Russell MOKHIBER
Democrats want to make Donald Trump the issue in 2020.
If they do, they will lose again, the way they lost in 2016.
Instead, the 2020 election should be about corporate power in all of its manifestations, its hold on the culture, our country and both major political parties.
Take the case of the two Boeing 737 Max 8 airplane crashes — the Lion Air crash off the coast of Jakarta, Indonesia in October 2018 that killed all 189 on board and the Ethiopian Airlines crash in March 2019 that killed all 157 on board.
During his time as President of the United States, Barack Obama promoted the sale of Boeing planes — including the 737 Max 8 planes — around the world.
In November 2011, in Bali, Indonesia, President Obama announced an agreement between Boeing and Lion Air.
“For the last several days I’ve been talking about how we have to make sure that we’ve got a presence in this region, that it can result directly in jobs at home,” Obama said. “And what we see here — a multibillion-dollar deal between Lion Air — one of the fastest-growing airlines not just in the region, but in the world — and Boeing is going to result in over 100,000 jobs back in the United States of America, over a long period of time.”
“This represents the largest deal, if I’m not mistaken, that Boeing has ever done.
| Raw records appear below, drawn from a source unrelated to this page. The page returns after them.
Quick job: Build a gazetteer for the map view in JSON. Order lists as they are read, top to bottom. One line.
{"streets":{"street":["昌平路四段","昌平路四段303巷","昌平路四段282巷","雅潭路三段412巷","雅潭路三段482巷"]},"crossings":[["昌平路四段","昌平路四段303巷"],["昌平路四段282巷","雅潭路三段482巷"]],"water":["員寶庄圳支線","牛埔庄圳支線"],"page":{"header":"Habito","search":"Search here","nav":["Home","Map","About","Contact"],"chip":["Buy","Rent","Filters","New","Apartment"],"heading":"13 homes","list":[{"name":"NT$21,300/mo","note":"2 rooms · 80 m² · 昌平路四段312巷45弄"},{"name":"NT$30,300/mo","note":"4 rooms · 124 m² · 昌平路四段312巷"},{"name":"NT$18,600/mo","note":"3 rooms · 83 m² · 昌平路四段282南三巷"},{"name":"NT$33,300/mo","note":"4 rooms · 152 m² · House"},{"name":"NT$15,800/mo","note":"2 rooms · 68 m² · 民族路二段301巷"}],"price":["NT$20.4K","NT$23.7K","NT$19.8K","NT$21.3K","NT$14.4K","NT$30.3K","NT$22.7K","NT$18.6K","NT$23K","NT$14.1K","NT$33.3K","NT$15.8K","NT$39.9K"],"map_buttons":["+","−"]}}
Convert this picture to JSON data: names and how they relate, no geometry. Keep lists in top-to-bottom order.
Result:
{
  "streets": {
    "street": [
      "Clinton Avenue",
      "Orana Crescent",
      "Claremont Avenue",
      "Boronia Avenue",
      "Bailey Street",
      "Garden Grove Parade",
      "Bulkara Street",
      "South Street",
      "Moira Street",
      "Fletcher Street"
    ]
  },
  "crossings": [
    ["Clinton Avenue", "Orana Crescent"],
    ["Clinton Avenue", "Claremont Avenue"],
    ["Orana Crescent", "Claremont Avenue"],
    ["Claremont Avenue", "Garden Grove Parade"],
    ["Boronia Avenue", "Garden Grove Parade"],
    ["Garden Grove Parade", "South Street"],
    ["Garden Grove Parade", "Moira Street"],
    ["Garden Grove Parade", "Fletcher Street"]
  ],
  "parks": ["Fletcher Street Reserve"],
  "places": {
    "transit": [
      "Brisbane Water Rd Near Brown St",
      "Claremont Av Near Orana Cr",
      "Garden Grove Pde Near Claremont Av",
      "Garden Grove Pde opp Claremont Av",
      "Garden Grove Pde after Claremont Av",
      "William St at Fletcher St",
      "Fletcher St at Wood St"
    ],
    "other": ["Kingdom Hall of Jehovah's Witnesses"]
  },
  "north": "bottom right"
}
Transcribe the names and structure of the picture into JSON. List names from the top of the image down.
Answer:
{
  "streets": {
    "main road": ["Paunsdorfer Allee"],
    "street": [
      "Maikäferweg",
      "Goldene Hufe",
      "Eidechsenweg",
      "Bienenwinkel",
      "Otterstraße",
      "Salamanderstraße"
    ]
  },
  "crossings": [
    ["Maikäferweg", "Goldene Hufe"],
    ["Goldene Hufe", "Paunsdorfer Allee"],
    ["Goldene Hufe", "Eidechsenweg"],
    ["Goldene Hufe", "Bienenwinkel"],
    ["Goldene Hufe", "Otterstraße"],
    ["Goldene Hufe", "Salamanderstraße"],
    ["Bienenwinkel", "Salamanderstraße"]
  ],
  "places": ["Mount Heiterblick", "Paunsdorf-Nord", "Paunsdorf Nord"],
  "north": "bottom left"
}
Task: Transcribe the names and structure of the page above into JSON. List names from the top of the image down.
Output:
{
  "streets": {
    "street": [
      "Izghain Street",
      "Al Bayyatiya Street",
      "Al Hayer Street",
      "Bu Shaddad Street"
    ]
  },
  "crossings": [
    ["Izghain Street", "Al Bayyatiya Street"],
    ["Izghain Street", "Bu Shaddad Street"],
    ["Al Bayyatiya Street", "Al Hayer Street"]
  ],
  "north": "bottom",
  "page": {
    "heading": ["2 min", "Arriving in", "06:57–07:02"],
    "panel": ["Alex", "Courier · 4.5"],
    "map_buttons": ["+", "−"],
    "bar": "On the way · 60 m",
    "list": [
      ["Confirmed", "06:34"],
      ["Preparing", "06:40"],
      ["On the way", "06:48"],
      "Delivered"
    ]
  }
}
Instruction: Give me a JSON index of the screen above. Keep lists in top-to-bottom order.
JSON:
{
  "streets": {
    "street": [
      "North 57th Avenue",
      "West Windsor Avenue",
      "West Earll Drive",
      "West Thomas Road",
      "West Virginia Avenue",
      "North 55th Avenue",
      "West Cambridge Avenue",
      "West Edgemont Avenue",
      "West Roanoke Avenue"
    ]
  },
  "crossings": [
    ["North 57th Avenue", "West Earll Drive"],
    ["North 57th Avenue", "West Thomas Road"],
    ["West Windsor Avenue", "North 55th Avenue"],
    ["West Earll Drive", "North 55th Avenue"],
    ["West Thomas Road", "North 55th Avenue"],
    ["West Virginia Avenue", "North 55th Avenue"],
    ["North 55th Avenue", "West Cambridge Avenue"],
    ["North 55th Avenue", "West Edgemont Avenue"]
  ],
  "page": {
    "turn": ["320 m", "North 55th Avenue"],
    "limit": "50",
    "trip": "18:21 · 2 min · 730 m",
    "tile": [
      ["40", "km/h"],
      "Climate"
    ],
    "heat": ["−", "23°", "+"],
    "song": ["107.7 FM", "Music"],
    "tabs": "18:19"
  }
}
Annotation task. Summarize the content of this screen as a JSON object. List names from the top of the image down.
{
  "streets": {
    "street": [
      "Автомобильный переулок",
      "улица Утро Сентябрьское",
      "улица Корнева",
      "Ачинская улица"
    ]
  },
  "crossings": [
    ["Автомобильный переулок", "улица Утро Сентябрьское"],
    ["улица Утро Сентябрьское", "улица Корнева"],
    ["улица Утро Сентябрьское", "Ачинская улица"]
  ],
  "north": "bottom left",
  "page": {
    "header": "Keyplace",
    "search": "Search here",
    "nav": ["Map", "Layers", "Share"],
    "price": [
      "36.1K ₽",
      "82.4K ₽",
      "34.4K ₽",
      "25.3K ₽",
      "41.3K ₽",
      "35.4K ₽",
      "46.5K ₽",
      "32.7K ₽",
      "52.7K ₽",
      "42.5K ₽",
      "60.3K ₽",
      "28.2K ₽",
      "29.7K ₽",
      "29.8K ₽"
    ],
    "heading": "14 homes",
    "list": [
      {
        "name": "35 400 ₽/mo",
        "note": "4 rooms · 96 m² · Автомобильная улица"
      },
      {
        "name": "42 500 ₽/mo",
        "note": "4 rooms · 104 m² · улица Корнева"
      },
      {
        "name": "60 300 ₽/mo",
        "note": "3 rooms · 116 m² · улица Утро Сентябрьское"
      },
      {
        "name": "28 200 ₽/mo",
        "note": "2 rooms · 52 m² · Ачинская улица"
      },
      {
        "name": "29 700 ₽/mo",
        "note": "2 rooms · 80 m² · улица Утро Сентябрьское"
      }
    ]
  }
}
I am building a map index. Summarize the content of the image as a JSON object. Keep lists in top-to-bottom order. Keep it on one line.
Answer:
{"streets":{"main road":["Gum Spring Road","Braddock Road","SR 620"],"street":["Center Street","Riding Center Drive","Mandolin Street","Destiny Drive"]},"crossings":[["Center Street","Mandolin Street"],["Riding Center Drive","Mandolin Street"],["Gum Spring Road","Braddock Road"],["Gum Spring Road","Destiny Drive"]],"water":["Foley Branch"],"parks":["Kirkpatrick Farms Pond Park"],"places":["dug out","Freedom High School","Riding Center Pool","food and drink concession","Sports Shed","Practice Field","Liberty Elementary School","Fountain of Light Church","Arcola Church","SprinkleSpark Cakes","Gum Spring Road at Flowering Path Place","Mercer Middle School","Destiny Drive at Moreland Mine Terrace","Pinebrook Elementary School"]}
We are looking at over 200 planes that are going to be sold.”
In September 2014, Obama met with the Prime Minister of Ethiopia at the White House.
“We’re strong trading partners,” Obama said. “And most recently, Boeing has done a deal with Ethiopia, which will result in jobs here in the United States.”
“I’m expecting a gold watch from Boeing at the end of my presidency because I know I’m on the list of top salesmen at Boeing,” Obama said at an export forum at the White House in September 2013.
Of course, Obama got more than just a gold watch from Boeing when he left the White House.
According to a report from Bloomberg, Boeing donated $10 million to the Obama presidential library and museum in Chicago. And earlier this year, Obama dropped in to speak to a Boeing leadership retreat at a swank resort in Scottsdale, Arizona. Obama gratefully waived his $400,000 speaking fee.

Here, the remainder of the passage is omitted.